(What this task involves) Which lines belong in your copy? Those from the start of the data through the line with "Where are all", exactly as written, without any pictures.

★ ★ ★ ★ ★ ★ ★

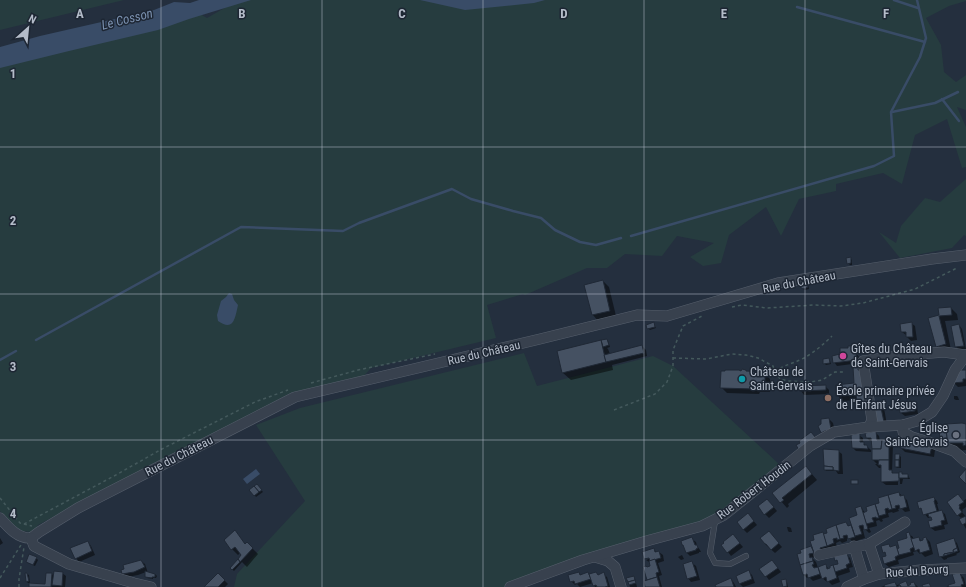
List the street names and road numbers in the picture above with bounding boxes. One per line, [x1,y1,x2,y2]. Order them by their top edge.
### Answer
street label: Rue du Château [761,268,837,296]
street label: Rue du Château [446,338,522,368]
street label: Rue du Château [143,433,215,479]
street label: Rue Robert Houdin [714,458,794,522]
street label: Rue du Bourg [885,562,949,580]

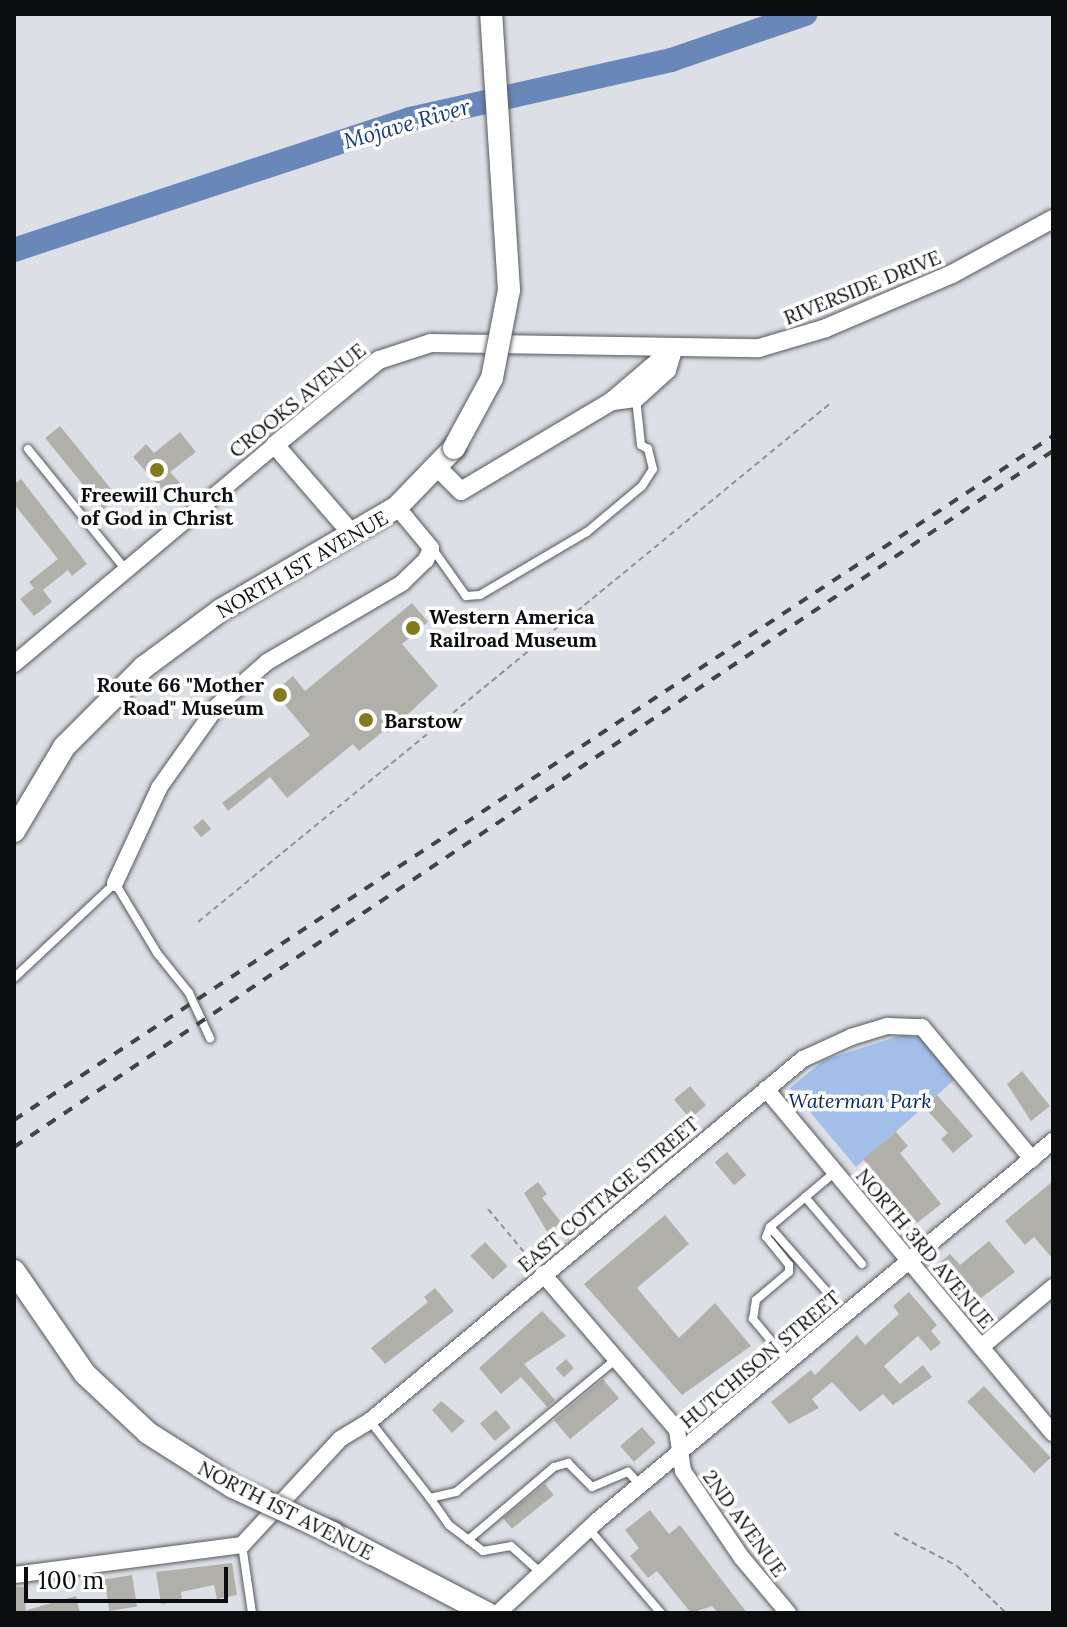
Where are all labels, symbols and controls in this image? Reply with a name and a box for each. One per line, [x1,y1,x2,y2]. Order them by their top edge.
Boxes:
water label: Mojave River [341,93,473,155]
street label: RIVERSIDE DRIVE [780,245,944,329]
street label: CROOKS AVENUE [224,338,370,462]
marker: Freewill Church of God in Christ [148,461,166,479]
place label: Freewill Church of God in Christ [80,482,234,529]
street label: NORTH 1ST AVENUE [212,505,392,623]
place label: Western America Railroad Museum [429,604,597,651]
marker: Western America Railroad Museum [404,619,422,637]
place label: Route 66 "Mother Road" Museum [97,672,264,719]
marker: Route 66 "Mother Road" Museum [271,686,289,704]
place label: Barstow [384,708,463,732]
marker: Barstow [355,709,377,731]
park label: Waterman Park [788,1088,932,1112]
street label: EAST COTTAGE STREET [513,1111,703,1277]
street label: NORTH 3RD AVENUE [851,1163,999,1333]
street label: HUTCHISON STREET [675,1285,845,1433]
street label: NORTH 1ST AVENUE [194,1455,378,1565]
street label: 2ND AVENUE [698,1465,792,1581]
scale bar [28,1551,232,1601]
text: 100 m [38,1565,104,1596]

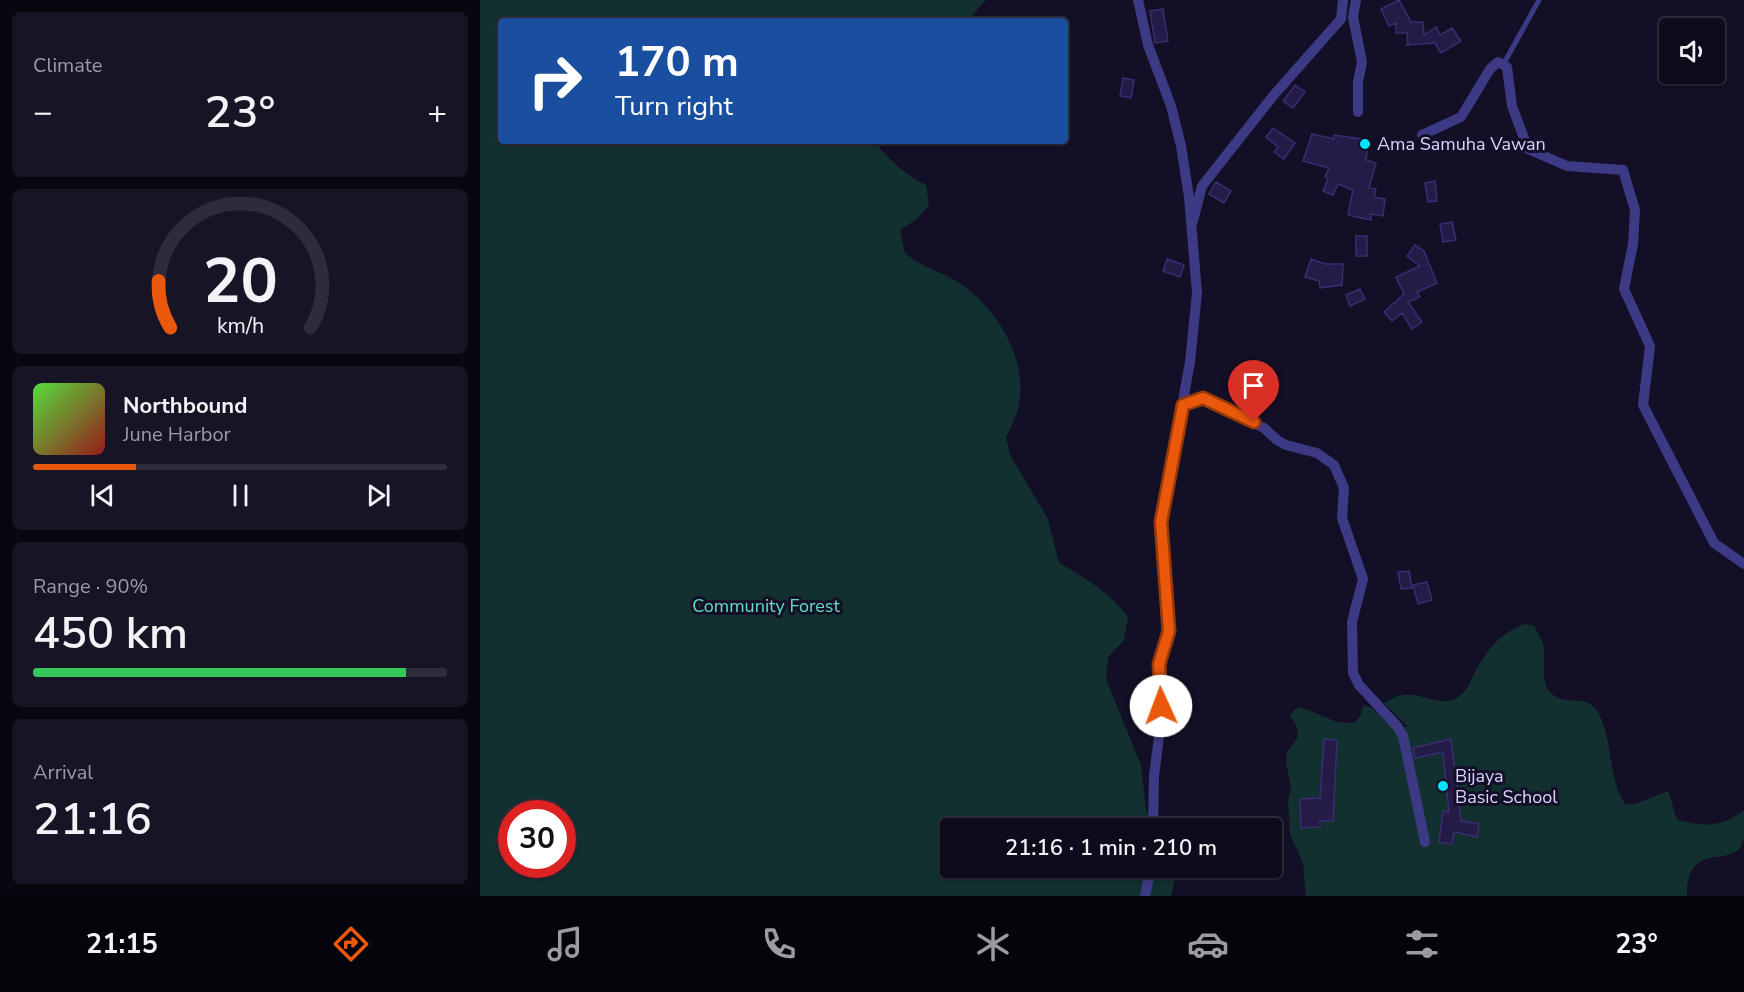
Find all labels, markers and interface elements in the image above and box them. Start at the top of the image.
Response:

★ ★ ★ ★ ★ ★ ★

(Result for this exercise)
List the street names and road numbers in the picture above with bounding boxes. One per line, [x1,y1,x2,y2]. Order them by their top edge.
### Answer
street label: Rue du Château [761,268,837,296]
street label: Rue du Château [446,338,522,368]
street label: Rue du Château [143,433,215,479]
street label: Rue Robert Houdin [714,458,794,522]
street label: Rue du Bourg [885,562,949,580]

Where are all labels, symbols and controls in this image? Reply with a name and a box for each. One per line, [x1,y1,x2,y2]. Order them by their top edge.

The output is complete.